Aid & Development

Capacity Building Workshop For Medical Professionals In Wadi Al-Ajal

North Africa

Local health authorities in Wadi al-Ajal in Libya have organised workshops to train medical professionals in order to improve health in the town.

With the aim of improving the level of medical services within health centres in southern Libya, the Health Services Office in the area of Wadi al-Ajal has established a workshop to develop and raise the competencies of the health sector workers in the village of Germa.

“We conducted this workshop in order to raise the efficiency of medical personnel. We, the organizers, thank all who have contributed to the success of this workshop including the unknown soldiers and the director of the centre who has contributed and made a great effort”, said Muhammad Zuwein, the Director of the Department of Human Development in the Health Services Office in Wadi al-Ajal.

The workshop lasted for 3 days, during which the nursing staff learned new techniques regarding first aid for emergency cases. Participants were also trained in the use of certain medical devices.

Most of the participants were aware of the basic and primary form of aid, but we have updated and activated their knowledge”, said Abdu al-Salam Abu Seyf, a doctor who led part of the training workshop.

Health centres in areas such as Wadi al-Ajal have been severely lacking in government support and so are reliant on local authorities and volunteers to implement training sessions.

The health sector has been an area of major concern for Libyans both before and throughout the civil conflict.

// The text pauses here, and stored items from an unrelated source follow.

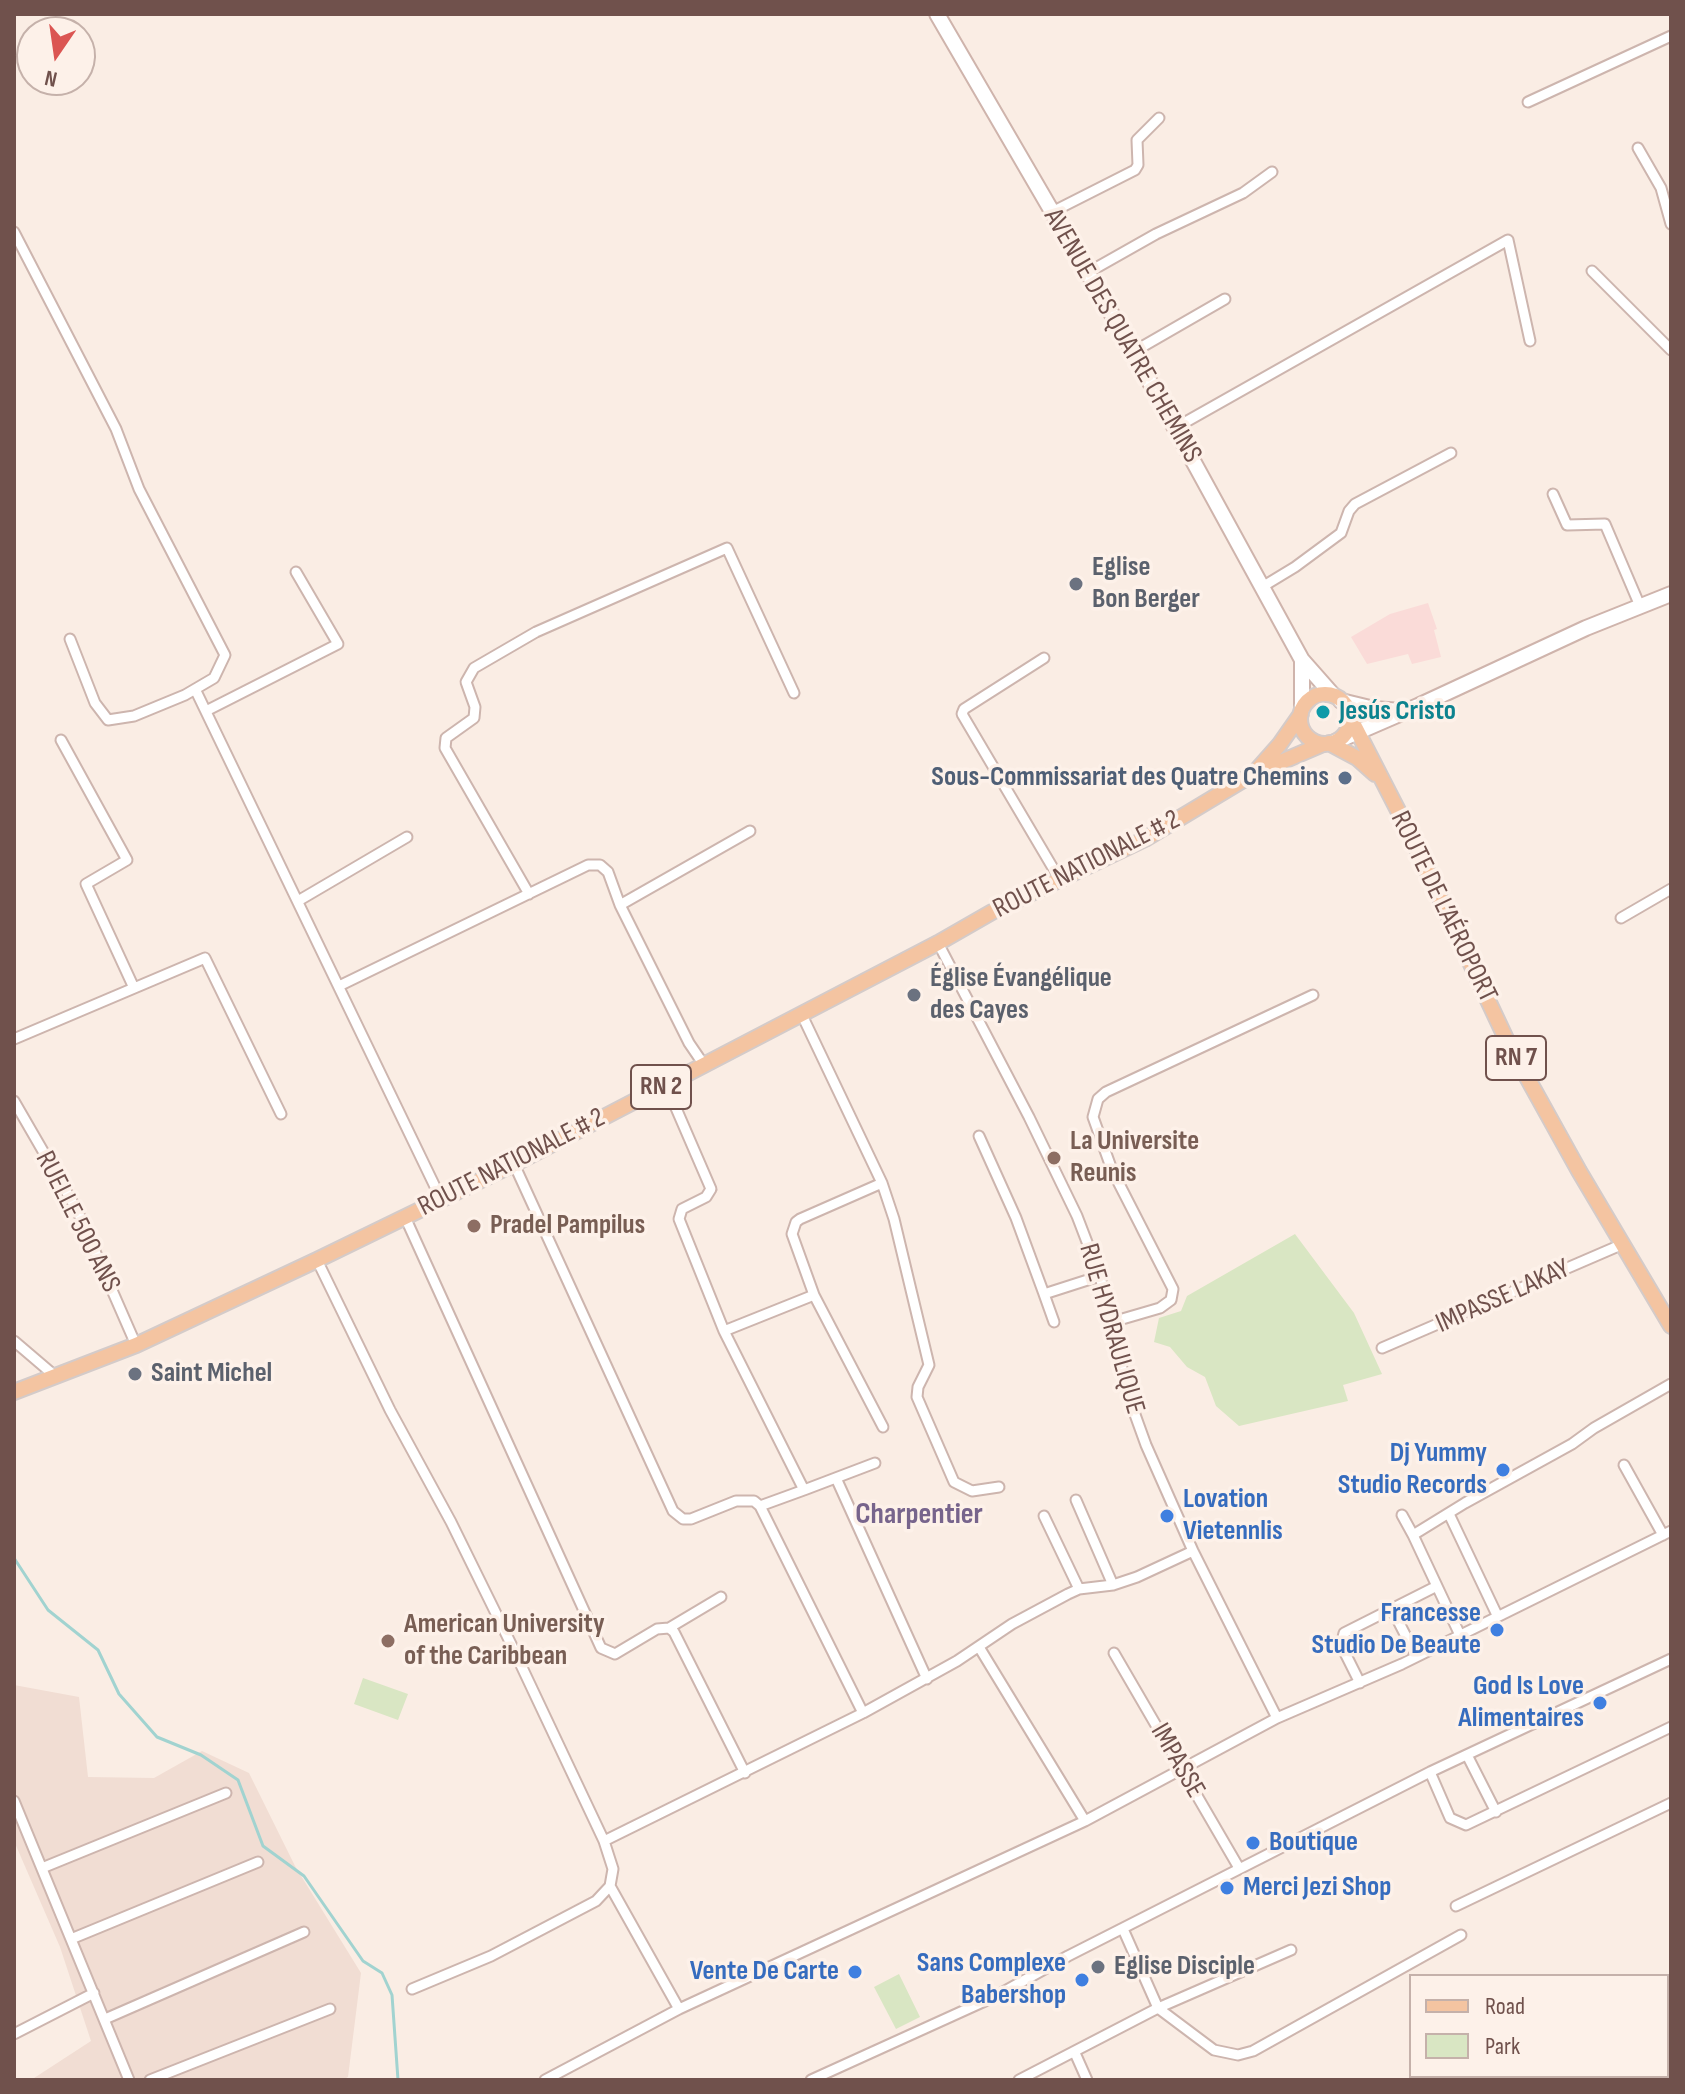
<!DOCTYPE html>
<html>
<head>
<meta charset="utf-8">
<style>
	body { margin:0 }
	#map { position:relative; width:1685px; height:2094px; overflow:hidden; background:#faede4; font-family:"Sofia Sans Condensed",sans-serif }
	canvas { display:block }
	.frame { position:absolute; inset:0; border:16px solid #70514c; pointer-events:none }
	.legend { position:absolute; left:1409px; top:1974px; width:260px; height:104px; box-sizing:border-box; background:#fdf1e9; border:2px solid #c5b1aa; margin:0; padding:10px 14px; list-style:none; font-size:24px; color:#70514c }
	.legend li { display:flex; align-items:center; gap:16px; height:40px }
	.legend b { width:40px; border:2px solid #c5b1aa }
	.north { position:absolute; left:16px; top:16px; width:80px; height:80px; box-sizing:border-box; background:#fdf1e9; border:2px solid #c5b1aa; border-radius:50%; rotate:193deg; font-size:22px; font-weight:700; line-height:32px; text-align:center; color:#70514c }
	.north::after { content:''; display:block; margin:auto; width:28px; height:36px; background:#db5552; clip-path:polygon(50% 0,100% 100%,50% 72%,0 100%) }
</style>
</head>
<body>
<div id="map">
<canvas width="1685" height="2094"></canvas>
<div class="frame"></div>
<ul class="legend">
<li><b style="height:10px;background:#f4c4a1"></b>Road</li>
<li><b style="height:22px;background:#d9e6c3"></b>Park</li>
</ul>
<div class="north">N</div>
</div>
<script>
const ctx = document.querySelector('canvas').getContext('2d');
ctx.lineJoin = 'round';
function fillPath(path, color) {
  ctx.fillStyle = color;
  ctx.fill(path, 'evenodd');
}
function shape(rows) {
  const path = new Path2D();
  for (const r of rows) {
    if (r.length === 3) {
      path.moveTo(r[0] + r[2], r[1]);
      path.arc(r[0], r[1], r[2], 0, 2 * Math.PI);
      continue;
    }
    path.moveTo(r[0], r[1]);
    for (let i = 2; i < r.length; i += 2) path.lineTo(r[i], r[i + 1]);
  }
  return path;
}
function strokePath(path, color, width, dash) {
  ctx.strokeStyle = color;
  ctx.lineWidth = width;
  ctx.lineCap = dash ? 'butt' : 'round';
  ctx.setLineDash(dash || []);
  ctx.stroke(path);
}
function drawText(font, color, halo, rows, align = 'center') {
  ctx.font = font + ' "Sofia Sans Condensed",sans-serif';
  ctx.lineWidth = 7;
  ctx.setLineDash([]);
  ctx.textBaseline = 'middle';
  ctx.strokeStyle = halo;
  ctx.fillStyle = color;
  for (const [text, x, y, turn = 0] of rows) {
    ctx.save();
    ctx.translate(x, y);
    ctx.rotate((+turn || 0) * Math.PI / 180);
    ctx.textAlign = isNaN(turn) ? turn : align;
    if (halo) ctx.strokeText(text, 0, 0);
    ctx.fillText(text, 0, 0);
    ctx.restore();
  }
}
const residential = shape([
	[14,1685,79,1697,88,1777,154,1778,202,1751,249,1773,295,1866,361,1973,348,2077,342,2080,31,2080,91,2041,60,1947,14,1841]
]);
const commercial = shape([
	[1428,603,1437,629,1434,630,1441,657,1412,664,1408,654,1367,664,1351,637,1390,614]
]);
const green = shape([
	[1295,1234,1354,1313,1382,1374,1343,1385,1348,1401,1239,1426,1216,1406,1205,1377,1187,1367,1170,1347,1154,1342,1159,1318,1181,1311,1187,1296],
	[363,1678,408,1694,398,1720,354,1704],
	[899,1974,920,2017,896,2029,874,1987]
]);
const stream = shape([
	[14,1558,48,1610,98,1650,119,1694,157,1737,201,1755,238,1780,263,1846,304,1876,363,1961,382,1973,392,1995,398,2080]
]);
const street = shape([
	[1528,102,1671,36],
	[1638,148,1661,188,1671,224],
	[1052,212,1135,170,1138,165,1137,140,1159,118],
	[14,232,116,429,139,489,225,655,214,678,185,695,134,716,108,720,95,703,70,639],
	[1592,271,1671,350],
	[1087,273,1156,234,1243,193,1272,172],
	[1133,352,1225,299],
	[1175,428,1508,240,1530,341],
	[1553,494,1567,525,1605,524,1640,606],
	[1262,587,1295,567,1341,533,1349,511,1355,504,1451,453],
	[1044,658,964,709,962,714,1060,880],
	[195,689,441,1199],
	[206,711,338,644,296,572],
	[61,740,127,860,86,884,134,988],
	[529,894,445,748,446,738,474,718,475,707,466,682,474,668,536,632,727,548,794,693],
	[298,901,407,837],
	[620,905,689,1043,704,1065],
	[1621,918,1671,889],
	[938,943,1029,1117,1077,1216,1100,1276,1129,1398,1146,1445,1193,1551,1277,1718],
	[339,986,588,865,600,865,608,872,620,905,750,831],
	[801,1013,882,1183,894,1219,929,1365,918,1387,917,1397,954,1482,972,1491,999,1487],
	[14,1039,205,958,281,1114],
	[666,1085,711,1189,706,1197,682,1209,679,1219,724,1331,804,1490,875,1463],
	[14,1101,77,1210,136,1345],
	[979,1136,1016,1218,1044,1294,1100,1276],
	[514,1164,673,1511,683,1519,691,1519,736,1501,754,1501,760,1506,863,1713],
	[882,1183,800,1219,796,1222,792,1234,814,1295,883,1427],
	[405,1217,601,1648,615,1654,657,1629,669,1628,674,1632,745,1773],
	[317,1260,390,1410,451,1522,511,1644,604,1841,613,1869,610,1886,596,1901,491,1956,412,1989],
	[1044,1294,1054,1322],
	[1112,1322,1160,1308,1171,1300,1173,1289,1112,1170,1093,1117,1098,1099,1106,1092,1313,995],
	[724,1331,814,1295],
	[14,1341,55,1376],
	[1382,1348,1623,1244],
	[1624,1465,1663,1535],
	[836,1478,927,1679],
	[1076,1500,1113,1585],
	[760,1506,804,1490],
	[1449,1514,1497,1615],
	[1402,1515,1413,1535],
	[1044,1516,1079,1589],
	[1392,1609,1416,1656],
	[669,1628,721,1597],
	[1459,1633,1413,1535,1465,1503,1572,1444,1594,1428,1671,1384],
	[979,1647,1085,1821],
	[1114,1653,1239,1868],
	[1360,1683,1341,1645,1344,1633,1437,1586],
	[1467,1755,1496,1812],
	[1430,1772,1450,1818,1466,1825,1671,1727],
	[14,1801,129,2080],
	[604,1841,863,1713,957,1661,1012,1624,1068,1594,1079,1589,1113,1585,1137,1577,1193,1551],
	[42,1868,226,1793],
	[610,1886,679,2009],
	[1456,1906,1671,1803],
	[1123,1929,1158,2008,1214,2050,1238,2055,1253,2051,1461,1935],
	[71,1939,258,1862],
	[1667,2001,1671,1999],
	[105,2019,304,1932],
	[14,2034,94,1993],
	[1075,2053,1087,2080],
	[1667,2073,1671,2072],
	[150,2080,330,2009],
	[545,2080,679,2009,1085,1821,1277,1718,1402,1664,1671,1531],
	[811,2080,996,1996,1068,1956,1430,1772,1671,1659],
	[1019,2080,1158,2008,1291,1950],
	[1498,2080,1506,2076],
	[1652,2080,1661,2076]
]);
const secondary = shape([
	[937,14,1128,342,1302,660,1332,694],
	[1341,701,1374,709,1401,711],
	[1302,708,1302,660],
	[1335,742,1418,706,1586,628,1671,594]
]);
const primary = shape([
	[1325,719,25],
	[1350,717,1408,830,1508,1043,1579,1171,1671,1326],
	[1329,743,1357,758,1375,774],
	[1257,770,1280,744,1301,714],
	[14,1392,136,1345,317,1260,514,1164,938,943,992,912,1145,839,1253,774,1323,744]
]);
const markers = [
	[1076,584,8,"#6b7280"],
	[1323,712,8,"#0f9aa8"],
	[1345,778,8,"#5c6f8a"],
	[914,995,8,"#6b7280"],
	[1054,1158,8,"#8d6e63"],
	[474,1226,8,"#8d6e63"],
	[135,1374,8,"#6b7280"],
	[1503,1470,8,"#3f7fe0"],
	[1167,1516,8,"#3f7fe0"],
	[1497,1630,8,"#3f7fe0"],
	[388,1641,8,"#8d6e63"],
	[1600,1703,8,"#3f7fe0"],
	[1253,1843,8,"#3f7fe0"],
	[1227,1888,8,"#3f7fe0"],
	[1098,1967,8,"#6b7280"],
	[855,1972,8,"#3f7fe0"],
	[1082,1980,8,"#3f7fe0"]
];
const shields = [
	[1516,1058,60],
	[661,1087,60]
];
const shieldNames = [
	["RN 7",1516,1058],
	["RN 2",661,1087]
];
const streetNames = [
	["AVENUE DES QUATRE CHEMINS",1122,336,60],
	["ROUTE NATIONALE # 2",1087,865,-27],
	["ROUTE DE L’AÉROPORT",1443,907,64],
	["ROUTE NATIONALE # 2",512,1163,-27],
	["RUELLE 500 ANS",77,1222,63],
	["IMPASSE LAKAY",1503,1297,-24],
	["RUE HYDRAULIQUE",1111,1329,74],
	["IMPASSE",1177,1761,60]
];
const worshipNames = [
	["Eglise",1092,568],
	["Bon Berger",1092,600],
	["Église Évangélique",930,979],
	["des Cayes",930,1011],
	["Saint Michel",151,1374],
	["Eglise Disciple",1114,1967]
];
const cultureNames = [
	["Jesús Cristo",1339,712]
];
const serviceNames = [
	["Sous-Commissariat des Quatre Chemins",1329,778]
];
const educationNames = [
	["La Universite",1070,1142],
	["Reunis",1070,1174],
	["Pradel Pampilus",490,1226],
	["American University",404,1625],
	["of the Caribbean",404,1657]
];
const shopNames = [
	["Dj Yummy",1487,1454],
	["Studio Records",1487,1486],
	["Lovation",1183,1500,"left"],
	["Vietennlis",1183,1532,"left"],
	["Francesse",1481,1614],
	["Studio De Beaute",1481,1646],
	["God Is Love",1584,1687],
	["Alimentaires",1584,1719],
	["Boutique",1269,1843,"left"],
	["Merci Jezi Shop",1243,1888,"left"],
	["Sans Complexe",1066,1964],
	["Babershop",1066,1996],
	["Vente De Carte",839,1972]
];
const neighbourhoodNames = [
	["Charpentier",919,1515]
];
fillPath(residential, '#f1ddd3');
fillPath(commercial, '#fadbd8');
fillPath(green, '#d9e6c3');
strokePath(stream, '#a1d3d0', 3);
strokePath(street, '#cdb5ae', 13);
strokePath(secondary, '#cfb4ac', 18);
strokePath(primary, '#d4cbc9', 18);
strokePath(street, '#fff', 9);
strokePath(secondary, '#fff', 14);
strokePath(primary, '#f4c4a1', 14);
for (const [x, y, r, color] of markers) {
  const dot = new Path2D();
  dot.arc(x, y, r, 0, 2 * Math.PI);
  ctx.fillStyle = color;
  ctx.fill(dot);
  strokePath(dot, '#fdf1e9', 3);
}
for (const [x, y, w] of shields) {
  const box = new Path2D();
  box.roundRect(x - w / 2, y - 22, w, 44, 6);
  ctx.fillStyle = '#fdf1e9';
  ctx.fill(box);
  strokePath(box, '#70514c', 2);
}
drawText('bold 26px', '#70514c', null, shieldNames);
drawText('28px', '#70514c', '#fdf1e9', streetNames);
drawText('bold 28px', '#5b616d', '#fdf1e9', worshipNames, 'left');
drawText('bold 28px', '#0d838f', '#fdf1e9', cultureNames, 'left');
drawText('bold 28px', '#4e5e75', '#fdf1e9', serviceNames, 'right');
drawText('bold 28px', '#785e54', '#fdf1e9', educationNames, 'left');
drawText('bold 28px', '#366cbe', '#fdf1e9', shopNames, 'right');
drawText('bold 30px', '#77648c', '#fdf1e9', neighbourhoodNames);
</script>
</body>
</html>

The continuation of political fragmentation and military conflict has disabled authorities from pursuing desirable health policies, especially in hard-to-reach parts of the country, such as Wadi al-Ajal, which is currently located in Libyan National Army (LNA)-controlled areas to the south-west of the country.

According to the World Health Organisation (WHO), 17 out of 97 hospitals are closed and only 4 hospitals are functional between 75-80% of its capacity. Over 20% of primary health care facilities are closed, while a large proportion of the others are not ready for service delivery.